He took up our infirmities and carried our sorrows…he was pierced for our transgressions…crushed for our iniquities; the punishment that brought us peace was upon him, and by his wounds we are healed. We all, like sheep, have gone astray, each of us has turned to his own way; and the Lord has laid on him the iniquity of us all. He was oppressed and afflicted, yet he did not open his mouth; he was led like a lamb to the slaughter, and as a sheep before her shearers is silent, so he did not open his mouth…he was cut off from the land of the living; for the transgression of my people he was stricken
Isaiah 53:4-8
The Friday we call “Good,” the day upon which we commemorate the sufferings and death of Jesus on the cross seem to drive this point home to us. This Friday brings us
not to the God of our desiring, a sweet and nice God, but to a God perhaps we would rather not have.
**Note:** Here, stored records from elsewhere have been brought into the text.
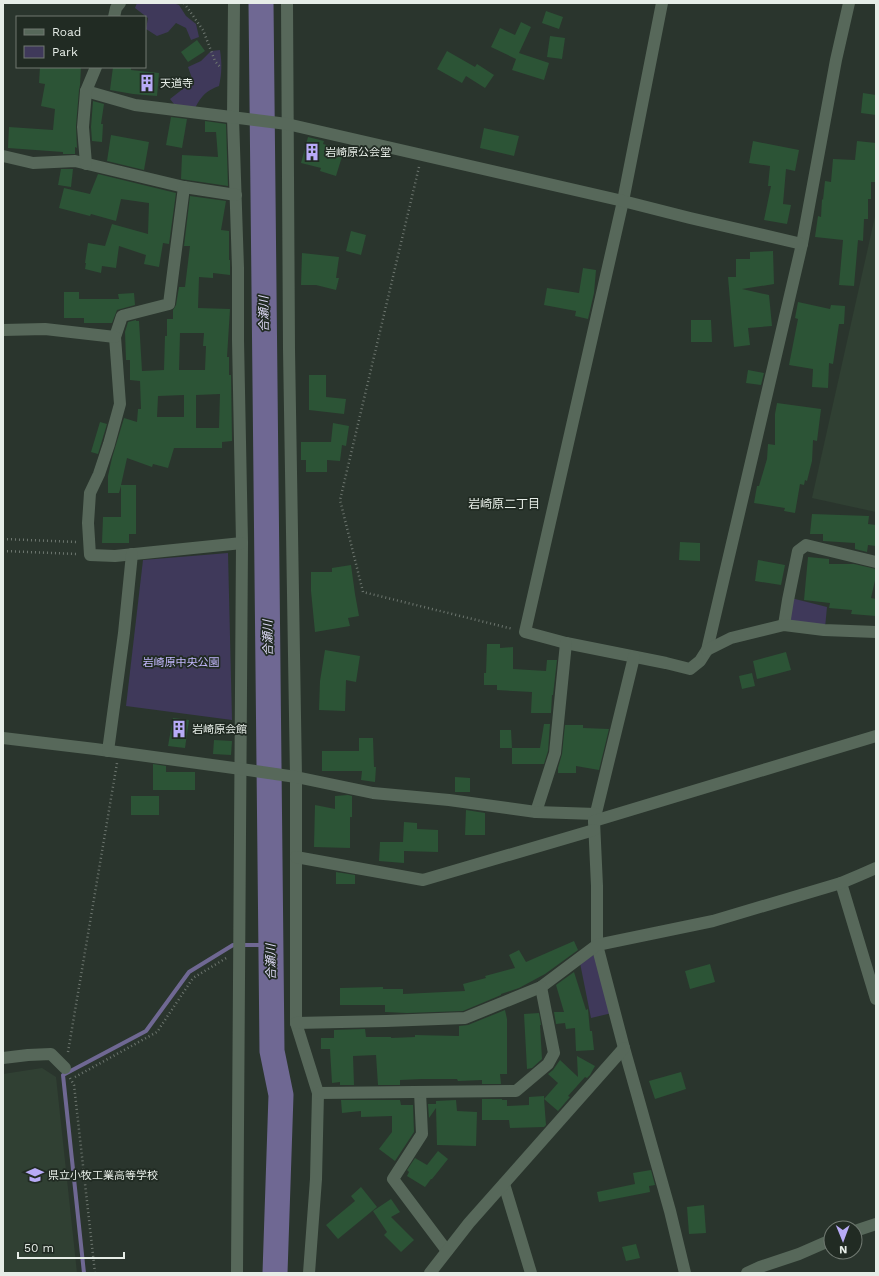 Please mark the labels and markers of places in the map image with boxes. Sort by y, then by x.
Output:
building icon: 天道寺 [137,73,157,93]
place label: 天道寺 [160,77,193,90]
building icon: 岩崎原公会堂 [302,142,322,162]
place label: 岩崎原公会堂 [325,146,391,159]
building icon: 岩崎原会館 [169,719,189,739]
place label: 岩崎原会館 [192,723,247,736]
school or university icon: 県立小牧工業高等学校 [25,1165,45,1185]
place label: 県立小牧工業高等学校 [48,1169,158,1182] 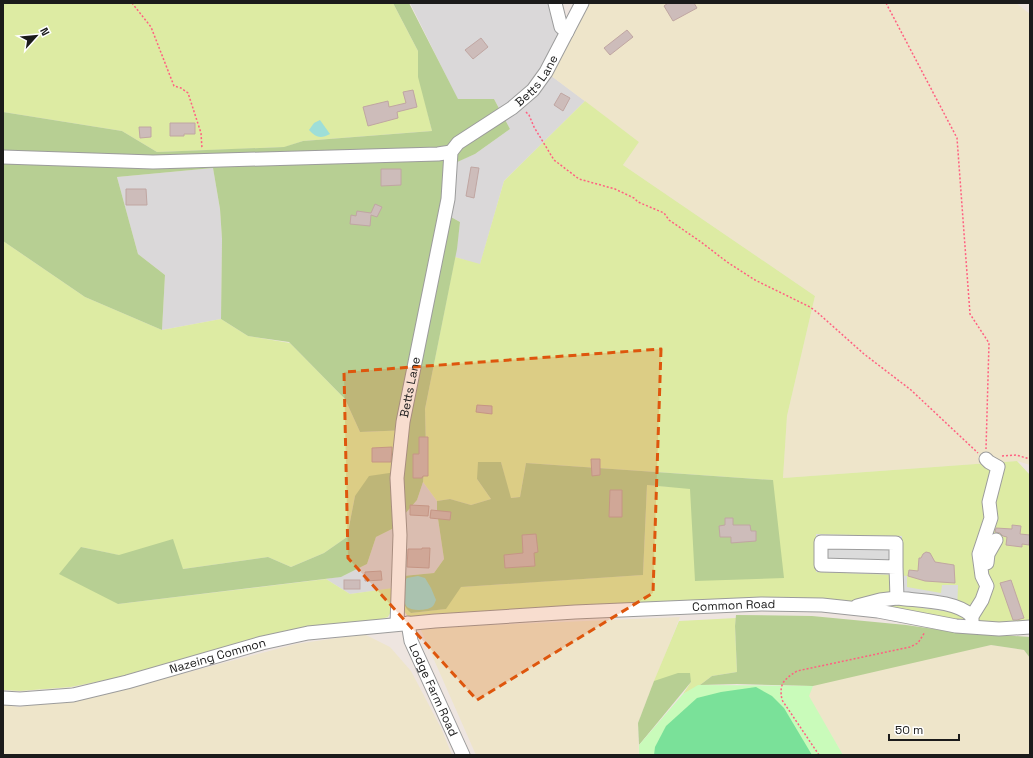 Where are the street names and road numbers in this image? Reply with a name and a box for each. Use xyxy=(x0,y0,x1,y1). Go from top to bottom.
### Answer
street label: Betts Lane xyxy=(512,52,562,110)
street label: Betts Lane xyxy=(396,355,424,419)
street label: Common Road xyxy=(692,596,775,615)
street label: Nazeing Common xyxy=(167,634,268,677)
street label: Lodge Farm Road xyxy=(405,641,461,739)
I find myself rathering to jump ahead to Easter Sunday than sit here for hours pondering an event that seems to destroy our illusion of a God who seems nice and sweet all the time.
On Good Friday, we contemplate God not in light but in
darkness, we contemplate God not in happiness but in
suffering. On Good Friday we contemplate God not in his abiding presence but in his
desolating absence. On Good Friday, we contemplate God not in his thunderous voice, but in his
silence. On Good Friday, we contemplate God not in life, but in
death.
On the Friday we call “Good”, Jesus himself came to know God not as light but as darkness, not as presence but as absence. He experienced God not as a “nice” and “sweet” deity, but a terrifying one.
“My God, my God, why have you abandoned me?
Why? Why have you forsaken me? Why?”
On the Friday that is “Good”, Jesus came up against the silence of God, Jesus came up against the terrifying night that hid God. God is experienced not as heaven but as hell. When Christians recite the Apostles’ Creed as part of the worship, these terrifying words are said,
“He (that is, Jesus) descended to hell.”
Yet, even in the darkest moment of his life, even as he died searching for God,
Jesus refused to give up his faith on God. In the midst of suffering, in pain, in confusion and chaos, in death and in hell, Jesus refused to believe that God had truly abandoned him. He refused to give up on God even if God seemed to have given up on him.
He embraced the darkness, he embraced the night, believing that even in the midst of the awful things of life, even in the human experience of hell, God would never be absent even though he was silent.
In the midst of things he could not understand, he abandoned himself to the hands of the God who seemed to have abandoned him. In that hour, he refused to believe that God had stopped loving him, and so he willingly placed himself in the hands of the silent and hidden God. Jesus quoted the prayer of Psalm 31:
“Into your hands I commend my spirit.
But he added one word to the prayer, and the word was “Father.” Or more accurately in contemporary popular language, “dad.” Abba, Pater, Father. Dad. Even in his darkness, for him God remained his loving Father. Jesus refused to believe that God ceased to be a loving “Father” to him.
And indeed, Jesus was right. God did not disappoint him, for Easter shows us that God was in the darkness of Good Friday, that God was really present in the seeming emptiness loneliness and abandonment of Good Friday. And that from out of evil and death, God brought forth goodness, salvation and life…
But it is scary for us to let ourselves submit to the darkness of God. It is hard for us to trust in God who is hidden and silent. It is difficult for us to abandon ourselves to God in the night of faith.
Yet, what Holy Week teaches us is that we could reach the brightness of Easter Morning only if we walk through the darkness of Good Friday.
To hear the joyous noise of the Easter Alleluias, we must first endure the silence of God’s desert. The days from Good Friday to Easter teach us that the path to certainty of God’s love for us is through abandonment of our selves to him in the uncertainty of the dark night of faith.
Whenever we struggle with the dark moments of life, whenever we grapple with God’s silence in our lives, let us abandon ourselves to him, and say, “As I wait to behold your appearing in my life, O hidden God, as I wait to hear your voice, O God of silence, I embrace this night as holy, this darkness as a blessing waiting to unfold. I trust that you are here in this terrifying silence, and so, “Father, into your hands, I commend my spirit.